Imagine you’ve built a cool new feature using an LLM. You pick a model, call an API on Hugging Face or OpenAI, and then you build a nice user interface on top of it. Voilà! You just created a chatbot that answers questions and enables a delightful experience for your customers! However, you’ll inevitably hit a wall as you quickly realize your new app is super expensive, un-testable, and a recipe for on-call wakeups.

Why? Because the way we build, test, and release AI-enabled software is different. It’s one thing to experiment with how to bring AI into your product, it’s another thing to implement it in production, at scale, and with confidence. What was a fun experiment is now just another thing that can bring down your product.

How can you know that the model is changing?

How can you ensure that the right answer is provided to your customers?

The stakes are high. Engineering organizations at this very moment are facing tremendous pressure from the market, from leadership, from their boards, to “smartify” all the experiences in the product using GenAI. For the first time in a long time, the business side of the house is an equal partner in driving technology adoption.

This wasn’t the case with other recent technological waves like CI/CD, Kubernetes, or Docker. These were engineering practices and tools that made it easier to drive business outcomes. Now it’s business folks who are catching the magic and putting pressure on their teams to jump in.

And once they do? Eng teams adding AI to their production-scale applications are about to hit a wall. They’ll take one step and realize they cannot make this work fit into a normal CI/CD flow – because testing software in an AI world has taken on entirely new dimensions.

How confident is confident enough?

In an AI-enabled piece of software, there’s a model, testing datasets, and evaluators. All of these can change. For example, a dev could say “I’d like to refine how I prompt the model in order to improve my feature.” So they begin by swapping out one prompt for a new and improved one. That single change means a whole new set of tests needs to be run. Is the output still ethical? Precise? Accurate? The qualification of what a good answer should be on an LLM has to be requalified to make sure it’s still valid. But the outputs are never deterministic — so how do you determine the confidence level?

The way you test AI-powered software is not the way you test deterministic software.

The way we test will no longer be “If I call this function, I know I’ll retrieve an output of 0.” It now becomes, “Well, if I prompt with this type of context, I should receive something like this other value.” We’re now dealing in confidence scores, not binary answers: does it fall within a threshold of acceptability? If so, carry on.

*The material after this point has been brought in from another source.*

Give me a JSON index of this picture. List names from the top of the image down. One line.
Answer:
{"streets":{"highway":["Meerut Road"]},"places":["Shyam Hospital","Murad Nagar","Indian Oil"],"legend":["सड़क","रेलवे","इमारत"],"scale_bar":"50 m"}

Testing in an AI-flavored universe must follow a data science approach: Take X prompt, call the model, evaluate the answer, use a 2nd LLM to evaluate my own evaluation, etc. It gets complicated fast.

Pipeline triggers for the way you build today

At CircleCI we’ve purposely been making our core platform more agnostic from the VCS, so we can support change from anywhere. We started by expanding support from GitHub to Bitbucket and GitLab. Were we anticipating the AI explosion enabled by OpenAI and ChatGPT?

I wish the answer was yes. Our goal was to validate changes like package version changes or Xcode image updates. But the explosion of AI has made it more important than ever to be able to build, test, evaluate, deploy, train, and monitor applications.

If you are solving the software delivery problem by building a new VCS in 2023, you’re probably doing it wrong. If you’re trying to build AI-enabled apps with the repo as the foundation of all change, well, I have a bridge to sell you.

How are we making AI-powered software a reality? One that provides even more value to customers, while simultaneously reducing risk?

  • We’re adding AI evaluations as a component of jobs on CircleCI.

  • We’re enabling inbound webhooks so customers can trigger CircleCI pipelines from anywhere, including from Hugging Face model updates or dataset changes.

  • Where an inbound webhook isn’t simple enough, we’re building improved integrations.

We’re paving the road to bring you confidence developing AI-powered software. What you do from there is up to you.